# Catalyst tiled inference tutorial

Authors: [Pavel Danilov](https://github.com/pdanilov), [Sergey Kolesnilov](https://github.com/scitator)

[![Catalyst logo](https://raw.githubusercontent.com/catalyst-team/catalyst-pics/master/pics/catalyst_logo.png)](https://github.com/catalyst-team/catalyst)

### Colab setup

First of all, do not forget to change the runtime type to GPU. <br/>
To do so click `Runtime` -> `Change runtime type` -> Select `"Python 3"` and `"GPU"` -> click `Save`. <br/>
After that you can click `Runtime` -> `Run` all and watch the tutorial.



## Requirements

Download and install the latest version of catalyst and other libraries required for this tutorial.

In [None]:
# for augmentations
!pip install albumentations==0.4.3

# for pretrained segmentation models for PyTorch
!pip install segmentation-models-pytorch==0.1.0

################
# Catalyst itself
!pip install -U catalyst
# For specific version of catalyst, uncomment:
# ! pip install git+http://github.com/catalyst-team/catalyst.git@{master/commit_hash}
################

# for tensorboard
!pip install tensorflow

### Colab extras – Plotly

To intergate visualization library `plotly` to colab, run

In [None]:
import IPython

def configure_plotly_browser_state():
    display(IPython.core.display.HTML('''
        <script src="/static/components/requirejs/require.js"></script>
        <script>
          requirejs.config({
            paths: {
              base: '/static/base',
              plotly: 'https://cdn.plot.ly/plotly-latest.min.js?noext',
            },
          });
        </script>
        '''))


IPython.get_ipython().events.register('pre_run_cell', configure_plotly_browser_state)

## Setting up GPUs

In [None]:
import os

from typing import Callable, List, Tuple

import torch
import catalyst

from catalyst.dl import utils

print(f"torch: {torch.__version__}, catalyst: {catalyst.__version__}")

os.environ["CUDA_VISIBLE_DEVICES"] = "0"  # "" - CPU, "0" - 1 GPU, "0,1" - MultiGPU

SEED = 42
utils.set_global_seed(SEED)
utils.prepare_cudnn(deterministic=True)

-------

## Dataset

As a dataset we will take Carvana - binary segmentation for the "car" class.
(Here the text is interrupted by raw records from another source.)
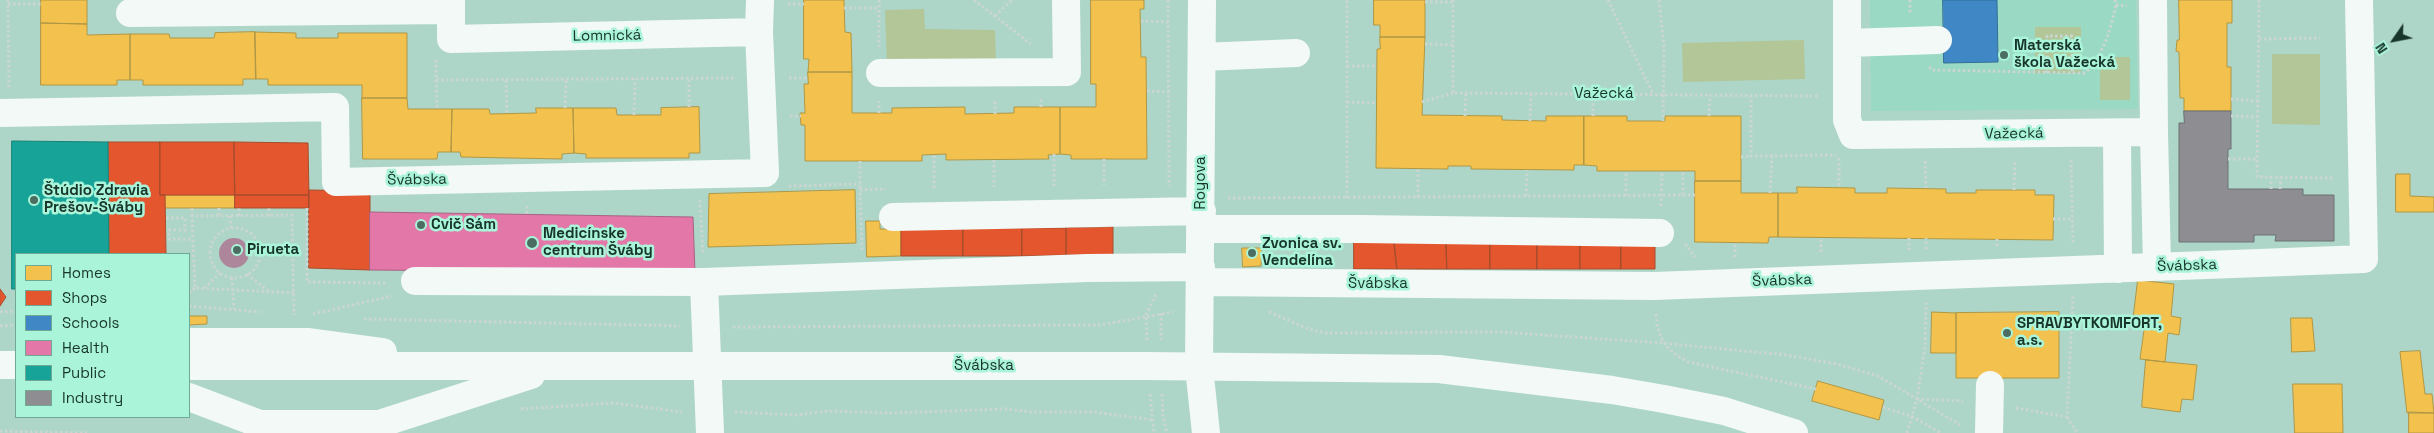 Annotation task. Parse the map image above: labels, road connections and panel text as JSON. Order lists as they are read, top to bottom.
{
  "streets": {
    "street": [
      "Lomnická",
      "Važecká",
      "Švábska",
      "Royova"
    ]
  },
  "crossings": [
    ["Lomnická", "Švábska"],
    ["Švábska", "Royova"]
  ],
  "places": [
    "Materská škola Važecká",
    "Štúdio Zdravia Prešov-Šváby",
    "Cvič Sám",
    "Medicínske centrum Šváby",
    "Pirueta",
    "Zvonica sv. Vendelína",
    "SPRAVBYTKOMFORT, a.s."
  ],
  "legend": [
    "Homes",
    "Shops",
    "Schools",
    "Health",
    "Public",
    "Industry"
  ],
  "north": "bottom left"
}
> If you are on MacOS and you don’t have `wget`, you can install it with: `brew install wget`.

After Catalyst installation, `download-gdrive` function become available to download objects from Google Drive.
We use it to download datasets.

usage: `download-gdrive {FILE_ID} {FILENAME}`

If you have some issues during executing cell below, just try again

In [None]:
%%bash

DATA_ARCHIVE=segmentation_data.zip
if [ ! -f "${DATA_ARCHIVE}" ]; then
    download-gdrive 1iYaNijLmzsrMlAdMoUEhhJuo-5bkeAuj "${DATA_ARCHIVE}" &> /dev/null
    extract-archive "${DATA_ARCHIVE}" &> /dev/null
fi

In [None]:
from pathlib import Path

ROOT = Path("segmentation_data")

train_image_path = ROOT / "train"
train_mask_path = ROOT / "train_masks"
test_image_path = ROOT / "test"

Collect images and masks into variables.

In [None]:
ALL_IMAGES = sorted(train_image_path.glob("*.jpg"))
len(ALL_IMAGES)

In [None]:
ALL_MASKS = sorted(train_mask_path.glob("*.gif"))
len(ALL_MASKS)

In [None]:
TEST_IMAGES = sorted(test_image_path.glob("*.jpg"))
len(TEST_IMAGES)

In [None]:
import random
import matplotlib.pyplot as plt
import numpy as np
from skimage.io import imread as gif_imread
from catalyst import utils


def show_examples(name: str, image: np.ndarray, mask: np.ndarray, mask_cmap_gray: bool = True):
    plt.figure(figsize=(10, 14))
    
    plt.subplot(1, 2, 1)
    plt.imshow(image)
    plt.title(f"Image: {name}")
    
    plt.xticks([])
    plt.yticks([])

    plt.subplot(1, 2, 2)
    cmap = "gray" if mask_cmap_gray else None
    plt.imshow(mask, cmap=cmap)
    plt.title(f"Mask: {name}")
    
    plt.xticks([])
    plt.yticks([])


def show(index: int, images: List[Path], masks: List[Path], transforms=None) -> None:
    image_path = images[index]
    name = image_path.name

    image = utils.imread(image_path)
    mask = gif_imread(masks[index])

    if transforms is not None:
        temp = transforms(image=image, mask=mask)
        image = temp["image"]
        mask = temp["mask"]

    show_examples(name, image, mask)

def show_random(images: List[Path], masks: List[Path], transforms=None) -> None:
    length = len(images)
    index = random.randint(0, length - 1)
    show(index, images, masks, transforms)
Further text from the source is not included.